15 February 2014

THE END IS ARCHDEACON

I dealt in three recent posts with the desire of liturgical 'progressives' to cut modern congregations off from the Liturgy of the Church by imposing an English translation which obscures, to the point of total opacity, what Pope Paul VI's Missal (issued after Vatican II) actually sought to put before the worshipper. Denis Archdeacon (see those earlier posts) goes explicitly further. He writes "the Latin original should be set aside. Then the Bishops' Conferences of the English-speaking world, with the help of the best liturgists, writers and poets, could commission a completely new English text of the Mass".

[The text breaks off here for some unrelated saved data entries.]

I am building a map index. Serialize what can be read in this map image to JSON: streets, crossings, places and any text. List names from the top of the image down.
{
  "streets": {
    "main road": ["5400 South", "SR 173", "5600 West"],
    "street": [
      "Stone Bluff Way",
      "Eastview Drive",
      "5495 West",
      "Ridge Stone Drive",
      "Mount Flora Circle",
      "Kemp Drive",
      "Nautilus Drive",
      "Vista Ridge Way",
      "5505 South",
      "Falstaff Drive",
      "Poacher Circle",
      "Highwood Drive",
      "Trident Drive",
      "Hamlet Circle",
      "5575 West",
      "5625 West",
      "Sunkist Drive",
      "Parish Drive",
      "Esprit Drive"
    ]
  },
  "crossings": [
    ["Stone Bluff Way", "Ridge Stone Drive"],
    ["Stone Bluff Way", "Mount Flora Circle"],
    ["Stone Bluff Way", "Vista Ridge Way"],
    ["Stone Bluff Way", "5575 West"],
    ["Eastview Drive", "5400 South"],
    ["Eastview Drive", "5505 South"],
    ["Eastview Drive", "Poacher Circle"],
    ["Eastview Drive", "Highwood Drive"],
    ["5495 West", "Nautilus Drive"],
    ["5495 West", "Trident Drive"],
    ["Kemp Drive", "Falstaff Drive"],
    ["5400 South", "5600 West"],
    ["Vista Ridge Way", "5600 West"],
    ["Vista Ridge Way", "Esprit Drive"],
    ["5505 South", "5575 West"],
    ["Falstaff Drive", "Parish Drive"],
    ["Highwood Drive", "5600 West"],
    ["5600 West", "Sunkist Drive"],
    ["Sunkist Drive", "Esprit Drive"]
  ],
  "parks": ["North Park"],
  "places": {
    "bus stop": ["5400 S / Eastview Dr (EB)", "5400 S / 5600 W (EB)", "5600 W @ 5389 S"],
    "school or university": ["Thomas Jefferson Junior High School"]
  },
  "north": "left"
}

Let us be quite clear what is being suggested. From the day in 597 when S Augustine arrived in Kent, it was the Roman Rite which he and his collaborators brought to this country. Pope Gregory himself had actually advised them to be more eclectic; and, at that time, the Roman Rite did not extend far beyond Rome itself (it was not until the reign of Charlemagne that a major effort was made to enforce it throughout Gaul). But this little, nascent, English Church was a tiny island of superb Romanita in a great sea of non-Roman Latin Christianity. Our earliest scholar of international standing, S Bede the Venerable, wrote his Historia to demonstrate this fact. The great Anglican liturgist G G Willis demonstrated how Roman was the genius and practice of Anglo-Saxon Christianity. Indeed, the same seems to have become true throughout these islands: the early Irish 'Stowe Missal' has no resemblance to spurious modern invented 'Celtic Christianities' which spawn the so-called 'Celtic' whatevers all over the daft 'Celtic Christianity' sections of religious bookshops: Stowe is the Roman Rite, its Eucharistic Prayer is the Roman Canon, and the book even exhibits features going back to before S Gregory I reformed that rite by making the Lord's Prayer follow immediately after the Canon.

The Roman Rite ... divided after the Norman Conquest into slightly variant 'dialects' ... the Sarum or York or Hereford uses ... remained the religion of Englishmen until 1559. It survived the Reformation in the persecuted communities of Elizabethan England. Diversity of dialect began to disappear after December 1576, when the students at Douay started to study the version of the Roman Rite newly published by S Pius V. After 1850, thousands of Anglican clergy endured persecution to reintroduce that Roman Rite into their churches: their spiritual descendants now form the Ordinariate. The years after Vatican II saw the reappearance of 'dialects' of the same Roman Rite: not now Sarum or Hereford or York, but EF and OF and Anglican Use; and also the introduction of the vernacular into that Roman Rite. The Church's Liturgy has indeed not been changeless; but through all its changes the essential identity of English Catholicism has been linked indissolubly with the Roman Rite, the most ancient, the most venerable, the most widely used rite in Christendom, and with the Roman Canon, its only authentic Eucharistic Prayer.

So there you go. 1,417 years of continuity in English Catholicism. Until the Era of Archdeacon and his Grand Project. Truly, an alter Cranmerus. Perhaps a friend with his interests at heart should show him that cross in the paving of Broad Street a few feet from the door of the Master's Lodgings of Balliol College, lest a feeling arise that he needs his whiskers singed, and the cry be heard Archidiaconum ad ignes.